Advances in innovation in producing and using organic resources for soil amendment and the efficient delivery of inorganic and organic nutrient sources are encouraging. For example, when used as a soil conditioner and nutrient carrier, biochar can alleviate agronomic constraints of tropical soils by increasing soil organic carbon, reducing soil acidity, improving moisture and nutrient retention, providing habitat for beneficial soil micro-organisms, enhancing the availability of nutrients like phosphorous and raising crop productivity. Biochar is a stable, carbon-rich, highly porous material produced by burning organic matter under limited oxygen conditions.

‘Biochar optimizes the composting process’

Biochar is a cost-effective, slow-release carrier of N (nitrogen) fertilizer. Biochar‑based controlled-release N fertilizers (BCRNFs) increase N use efficiency by improving the synchrony between N supply and crop demand, modulating the abundance of beneficial soil microbial communities, reducing losses from leaching and volatilization, and increasing grain yield.

Promising technologies for producing BCRNFs comprise physicochemical methods such as physical mixing, coating, and graft co-polymerization. Studies reveal an improvement in fertilizer use efficiency in BCRNFs and a delay in the cumulative release of N of up to 65 percent and 69 percent, respectively, compared to traditional chemical fertilizers.

Biochar optimizes the composting process, including an increase in microbial and enzymatic activity, improved composting efficiency and quality, and causes an increase in the alkalinity of the compost.

Moreover, according to the Sixth Assessment Report of the Intergovernmental Panel on Climate Change (IPCC), there is robust evidence that “biochar has significant mitigation potential through carbon dioxide removal (CDR) and emissions reduction and can also improve soil properties, enhancing productivity and resilience to climate change.”

According to IPCC, soil carbon management in agriculture using biochar can remove about 1.8 to 4.1 gigatons/year of CO2. CDR credits can be sold in voluntary carbon markets, providing an additional revenue stream for biochar producers.

A paradigm shift for Africa’s agriculture

The Africa Fertilizer and Soil Health Summit must deliver a paradigm shift. Fertilizer manufacturers, the private sector, farmers, universities, and research institutions can spearhead path-breaking innovations and investments in the recapitalization of Africa’s soils that simultaneously rebuild soil organic matter, enhance fertilizer use efficiency, reduce fertilizer use and tap into the emerging CDR credit markets.

By advancing biochar and agroecological innovations, we can transform agriculture from reliance on external chemical inputs to a regenerative model based on adaptive and resilient biological and ecological processes.

The global biochar market is growing at a compound annual growth rate of 13.53 percent compared to 3.3 percent for the global fertilizer market and is projected to reach 5.2 billion dollars by 2030. Africa must mobilize resources to produce and develop a biochar market for agriculture and tap into the emerging CDR credit markets.
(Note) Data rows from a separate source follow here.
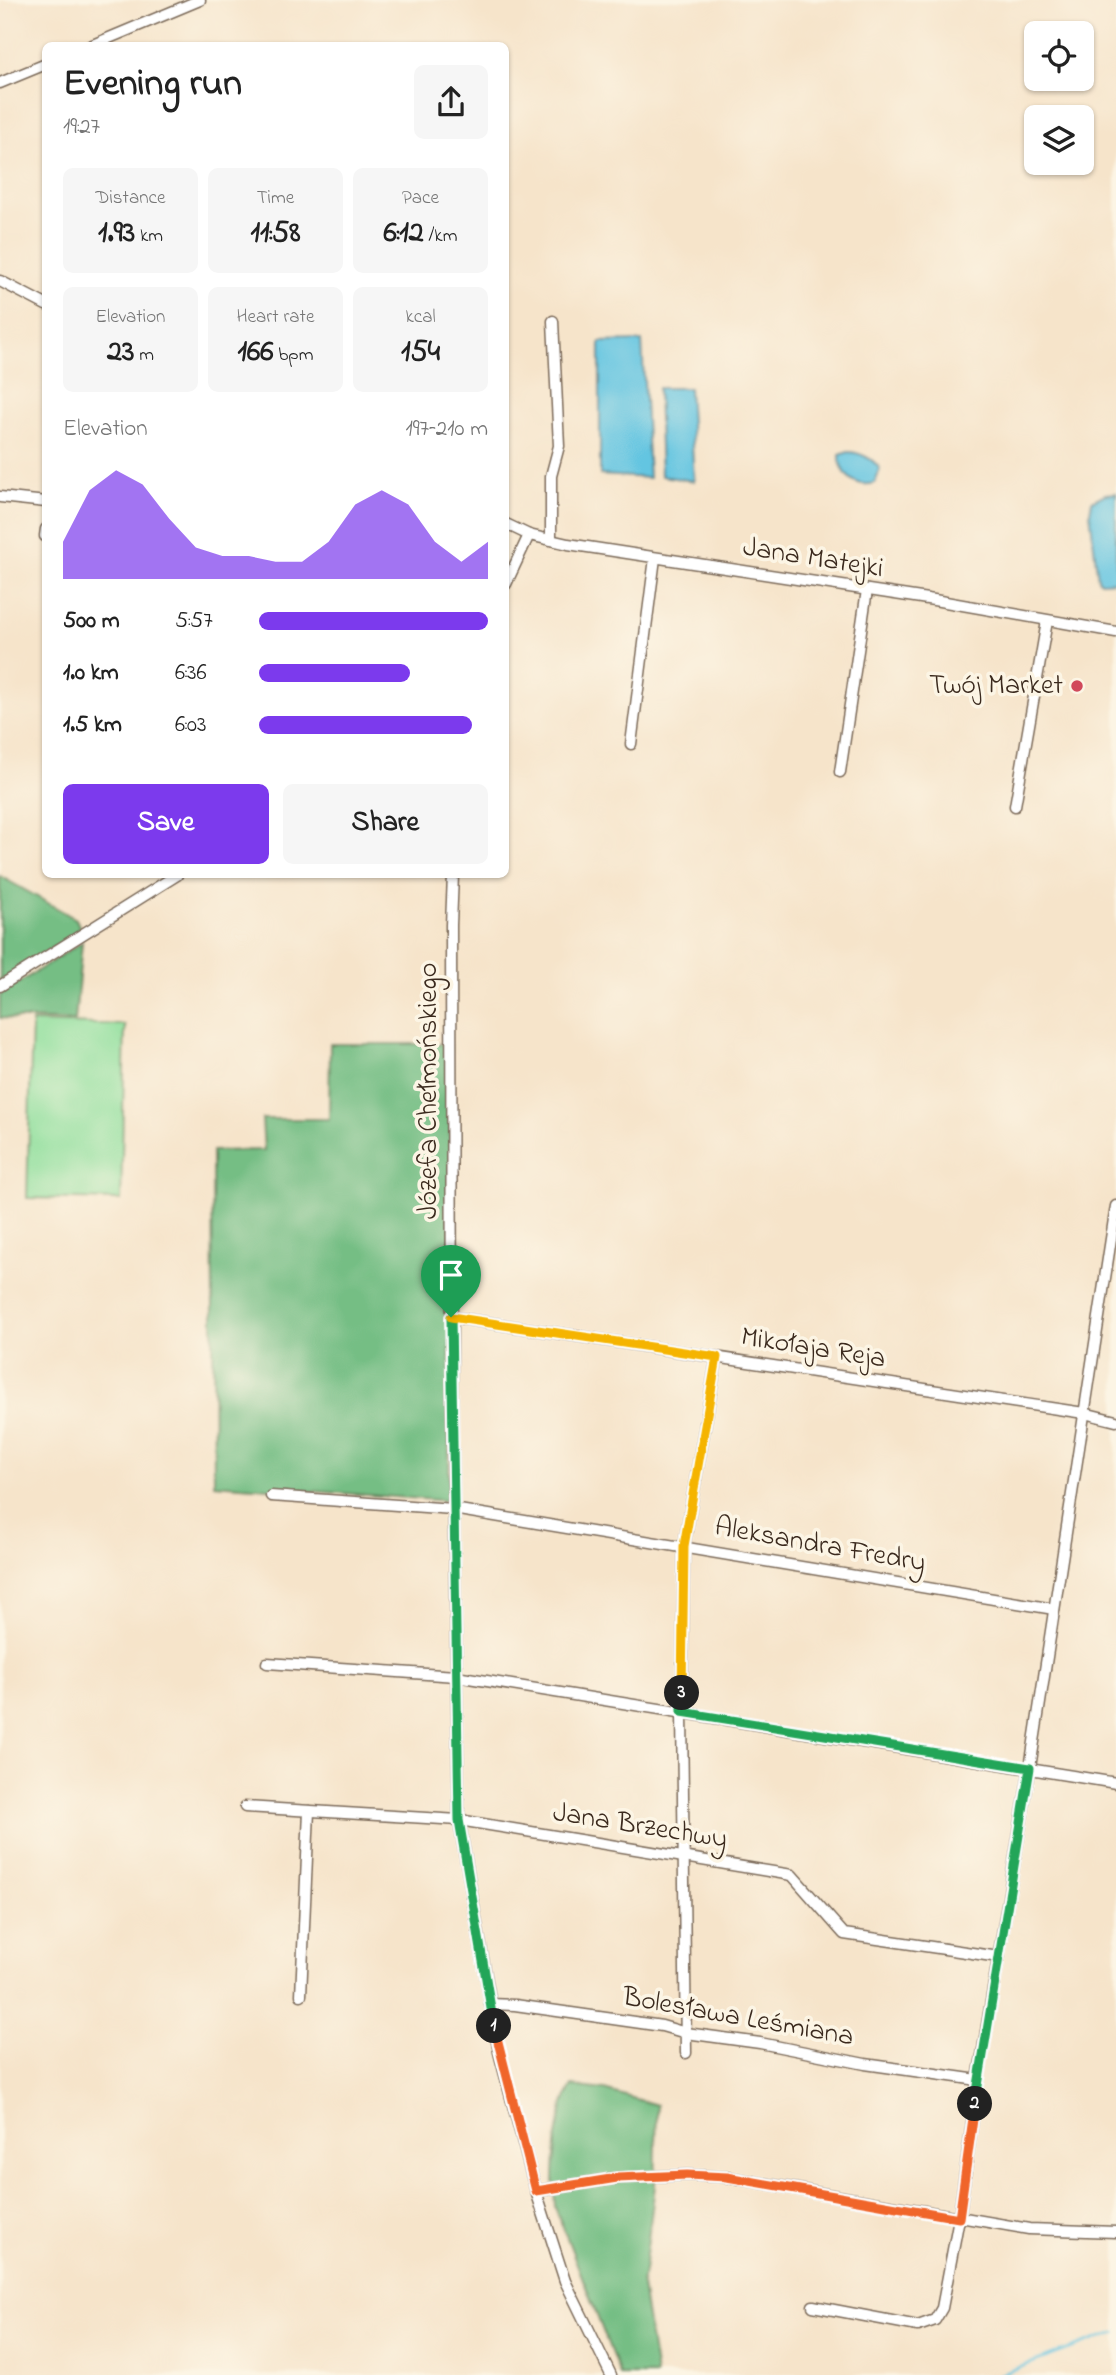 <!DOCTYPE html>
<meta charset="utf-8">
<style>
:root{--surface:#fff;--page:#f6f6f6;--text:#222;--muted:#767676;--accent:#7c3aed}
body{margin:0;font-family:"Indie Flower",sans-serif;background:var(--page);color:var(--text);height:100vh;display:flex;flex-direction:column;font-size:26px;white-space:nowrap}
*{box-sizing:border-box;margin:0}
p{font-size:23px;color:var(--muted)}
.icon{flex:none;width:38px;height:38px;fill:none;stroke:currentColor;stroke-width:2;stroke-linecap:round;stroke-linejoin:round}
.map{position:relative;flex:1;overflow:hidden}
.side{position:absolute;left:42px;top:42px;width:467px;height:836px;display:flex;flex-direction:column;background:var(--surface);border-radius:10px;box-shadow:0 2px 5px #0004}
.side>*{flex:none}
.buttons{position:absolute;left:1024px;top:21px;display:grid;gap:14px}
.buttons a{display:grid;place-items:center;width:70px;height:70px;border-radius:10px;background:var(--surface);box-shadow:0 2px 5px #0004;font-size:35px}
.pin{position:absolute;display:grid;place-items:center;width:60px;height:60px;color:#fff;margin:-72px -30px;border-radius:50% 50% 50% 0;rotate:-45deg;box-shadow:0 0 7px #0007}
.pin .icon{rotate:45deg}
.km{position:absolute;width:35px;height:35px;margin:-18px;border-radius:50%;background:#222;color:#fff;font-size:19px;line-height:35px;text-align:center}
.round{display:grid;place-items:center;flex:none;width:74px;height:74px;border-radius:10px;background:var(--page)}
.summary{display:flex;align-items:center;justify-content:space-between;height:119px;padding:0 21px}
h1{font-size:38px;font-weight:700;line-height:52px}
.stats{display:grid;grid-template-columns:repeat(3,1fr);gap:10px;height:119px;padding:7px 21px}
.stats div{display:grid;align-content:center;border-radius:10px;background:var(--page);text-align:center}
.stats b{font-size:30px;font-weight:700}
.stats small{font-size:19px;font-weight:400}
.stats p{font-size:19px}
.chart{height:196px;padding:14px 21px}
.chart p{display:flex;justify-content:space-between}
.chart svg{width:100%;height:126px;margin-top:7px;fill:var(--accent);opacity:.7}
.primary-button{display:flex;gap:14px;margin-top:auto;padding:14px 21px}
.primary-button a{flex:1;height:80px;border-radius:10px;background:var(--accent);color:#fff;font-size:28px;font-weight:700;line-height:80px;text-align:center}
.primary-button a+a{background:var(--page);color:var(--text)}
ul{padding:0 21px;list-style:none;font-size:23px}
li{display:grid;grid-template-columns:112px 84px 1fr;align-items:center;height:52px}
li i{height:18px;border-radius:9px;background:var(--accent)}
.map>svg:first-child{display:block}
.green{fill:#90df9d;stroke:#66845e;stroke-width:2}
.forest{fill:#74be84;stroke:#587451;stroke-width:2}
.water{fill:#63c5e1;stroke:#4f7880;stroke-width:2}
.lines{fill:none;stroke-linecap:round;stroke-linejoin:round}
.stream{stroke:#63c5e1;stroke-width:2.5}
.street-casing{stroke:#7c6b5a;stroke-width:13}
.street{stroke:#fff;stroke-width:10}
.split-1-casing{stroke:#fff;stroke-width:14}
.split-2-casing{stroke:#fff;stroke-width:14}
.split-3-casing{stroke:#fff;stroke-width:14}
.split-4-casing{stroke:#fff;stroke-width:14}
.split-1{stroke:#22a559;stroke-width:9}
.split-2{stroke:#f0652b;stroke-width:9}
.split-3{stroke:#22a559;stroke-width:9}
.split-4{stroke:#f5b400;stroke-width:9}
.poi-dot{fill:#d1495b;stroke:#fcf5e5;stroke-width:2.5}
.labels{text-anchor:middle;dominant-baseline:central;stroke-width:7;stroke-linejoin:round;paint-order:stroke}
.street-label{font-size:28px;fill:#3b2a1e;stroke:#fcf5e5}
.poi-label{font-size:28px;fill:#3b2a1e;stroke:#fcf5e5;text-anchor:end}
</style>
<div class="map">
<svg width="1116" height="2375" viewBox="0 0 1116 2375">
<rect width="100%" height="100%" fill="#fcf5e5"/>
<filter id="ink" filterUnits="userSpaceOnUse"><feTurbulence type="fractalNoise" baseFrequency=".0143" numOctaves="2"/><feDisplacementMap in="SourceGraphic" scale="14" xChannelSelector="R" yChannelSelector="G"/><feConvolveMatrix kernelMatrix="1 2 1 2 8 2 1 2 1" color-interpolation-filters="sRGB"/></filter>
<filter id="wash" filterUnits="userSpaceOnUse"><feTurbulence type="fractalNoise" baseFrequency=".00686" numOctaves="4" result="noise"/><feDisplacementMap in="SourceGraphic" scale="28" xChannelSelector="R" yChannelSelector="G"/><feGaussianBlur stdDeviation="1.57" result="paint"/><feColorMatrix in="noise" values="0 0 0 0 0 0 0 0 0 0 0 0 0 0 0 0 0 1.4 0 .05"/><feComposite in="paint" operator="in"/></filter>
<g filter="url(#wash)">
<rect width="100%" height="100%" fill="#f6e4ca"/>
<path class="green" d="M32 1022 125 1025 121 1200 27 1198Z"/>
<g class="forest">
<path d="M0 876 76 919 81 930 0 981Z"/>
<path d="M82 942 75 1021 0 1018V995Z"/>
<path d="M330 1044H448L451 1154 449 1501 214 1484 212 1151 264 1150 262 1119H329Z"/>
<path d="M572 2086 604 2090 657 2105 655 2186 642 2286 656 2375H620L555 2207C552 2172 555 2115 572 2086Z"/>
</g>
<g class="water">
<path d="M642 341 649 478 600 475V342Z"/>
<path d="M658 388H689L694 481 661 476Z"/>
<path d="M848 452C859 452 874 459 880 469L875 483C856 488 839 475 840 455Z"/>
<path d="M1116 493V581L1101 582 1098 579 1090 513 1092 501 1105 494Z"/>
</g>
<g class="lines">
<path class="stream" d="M999 2375 1116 2332"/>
</g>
</g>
<g filter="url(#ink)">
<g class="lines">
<g class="street-casing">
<g id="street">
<path d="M90 46 200 0"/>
<path d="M0 83 46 64"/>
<path d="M0 281 46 305"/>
<path d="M0 497 46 502"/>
<path d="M506 524 529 535 568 544 934 600 1116 632"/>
<path d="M45 536 46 529"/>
<path d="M551 540V476L559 446 553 321"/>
<path d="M506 584 529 535"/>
<path d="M631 744 655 558"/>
<path d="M840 772 867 590"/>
<path d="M1015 806 1047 621"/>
<path d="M453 875 451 925 452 1412 459 1820 499 2052 536 2191 565 2281 611 2375"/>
<path d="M0 986 177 875"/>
<path d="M451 1317 1084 1413 1116 1421"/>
<path d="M271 1496 453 1509 1054 1609"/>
<path d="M267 1663 456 1676 1116 1783"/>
<path d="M245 1807 459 1820 792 1875 844 1934 999 1957"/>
<path d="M301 1995 309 1811"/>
<path d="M490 2004 515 2005 662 2026 686 2033 760 2043 865 2064 978 2080"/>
<path d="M686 2053 682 1712 684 1546 717 1357"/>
<path d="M536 2191 617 2178 687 2175 727 2177 1029 2229 1116 2232"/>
<path d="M813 2306 918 2326 935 2320 942 2308 959 2218 978 2080 1030 1768 1116 1206"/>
</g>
</g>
<use href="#street" class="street"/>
</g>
</g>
<g class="lines" filter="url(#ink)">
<g class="split-1-casing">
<path id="split-1" d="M451 1317 459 1820 494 2026"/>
</g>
<g class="split-2-casing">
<path id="split-2" d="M494 2026 536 2191 617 2178 687 2175 727 2177 959 2218 975 2104"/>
</g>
<g class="split-3-casing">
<path id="split-3" d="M682 1693V1712L1030 1768 975 2104"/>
</g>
<g class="split-4-casing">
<path id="split-4" d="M451 1317 717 1357 684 1546 682 1693"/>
</g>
<use href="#split-1" class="split-1"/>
<use href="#split-2" class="split-2"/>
<use href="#split-3" class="split-3"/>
<use href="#split-4" class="split-4"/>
</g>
<circle class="poi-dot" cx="1077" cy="686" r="7"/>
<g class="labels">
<g class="street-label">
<text transform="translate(813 559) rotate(9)">Jana Matejki</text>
<text transform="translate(429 1091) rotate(-90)">Józefa Chełmońskiego</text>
<text transform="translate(813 1349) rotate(9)">Mikołaja Reja</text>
<text transform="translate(820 1546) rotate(10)">Aleksandra Fredry</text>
<text transform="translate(640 1827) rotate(9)">Jana Brzechwy</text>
<text transform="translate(738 2018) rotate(10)">Bolesława Leśmiana</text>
</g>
<g class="poi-label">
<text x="1063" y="686">Twój Market</text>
</g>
</g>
</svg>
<div class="buttons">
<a><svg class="icon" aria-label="locate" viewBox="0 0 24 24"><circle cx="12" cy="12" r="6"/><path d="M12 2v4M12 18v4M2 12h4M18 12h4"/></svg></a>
<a><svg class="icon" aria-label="layers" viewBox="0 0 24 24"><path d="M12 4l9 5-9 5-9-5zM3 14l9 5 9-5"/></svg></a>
</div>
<div class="pin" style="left:451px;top:1317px;background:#1e9e55"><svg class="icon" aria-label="arrive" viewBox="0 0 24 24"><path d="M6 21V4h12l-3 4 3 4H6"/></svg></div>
<b class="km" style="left:494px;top:2026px">1</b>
<b class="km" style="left:975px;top:2104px">2</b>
<b class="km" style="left:682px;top:1693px">3</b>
<section class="side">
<div class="summary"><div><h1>Evening run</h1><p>19:27</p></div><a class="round"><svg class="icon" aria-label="share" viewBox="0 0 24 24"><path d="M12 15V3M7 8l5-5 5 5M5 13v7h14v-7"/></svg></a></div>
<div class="stats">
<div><p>Distance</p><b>1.93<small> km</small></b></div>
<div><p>Time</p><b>11:58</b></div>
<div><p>Pace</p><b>6:12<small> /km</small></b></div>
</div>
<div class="stats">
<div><p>Elevation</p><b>23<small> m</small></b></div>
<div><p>Heart rate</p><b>166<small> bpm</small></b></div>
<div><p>kcal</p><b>154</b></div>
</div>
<div class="chart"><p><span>Elevation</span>197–210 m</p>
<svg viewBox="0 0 160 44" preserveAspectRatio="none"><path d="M0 44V31L10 13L20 6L30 11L40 23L50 33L60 36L70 36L80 38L90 38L100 31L110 18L120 13L130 18L140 31L150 38L160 31V44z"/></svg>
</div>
<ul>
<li><b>500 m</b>5:57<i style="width:100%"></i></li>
<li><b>1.0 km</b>6:36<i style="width:66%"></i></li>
<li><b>1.5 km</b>6:03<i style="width:93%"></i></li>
</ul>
<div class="primary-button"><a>Save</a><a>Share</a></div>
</section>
</div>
The use of crop residues (sugarcane, rice, wheat, maize, coffee, cocoa, coconut, palm, groundnuts, etc.), wood waste, and short-rotation coppicing trees as biochar feedstock could create a vibrant circular economy in agriculture, with new revenue for farmers and millions of jobs for the youth.

The Africa Fertilizer Summit should not produce a new fertilizer application target. The Summit must catalyze and mobilize investments for innovations in the efficient use and delivery of organic and inorganic and organic resources and small-scale distributed irrigation systems. We owe it to Abol and her grandchildren.


Alex O. Awiti is a Principal Scientist at World Agroforestry (ICRAF).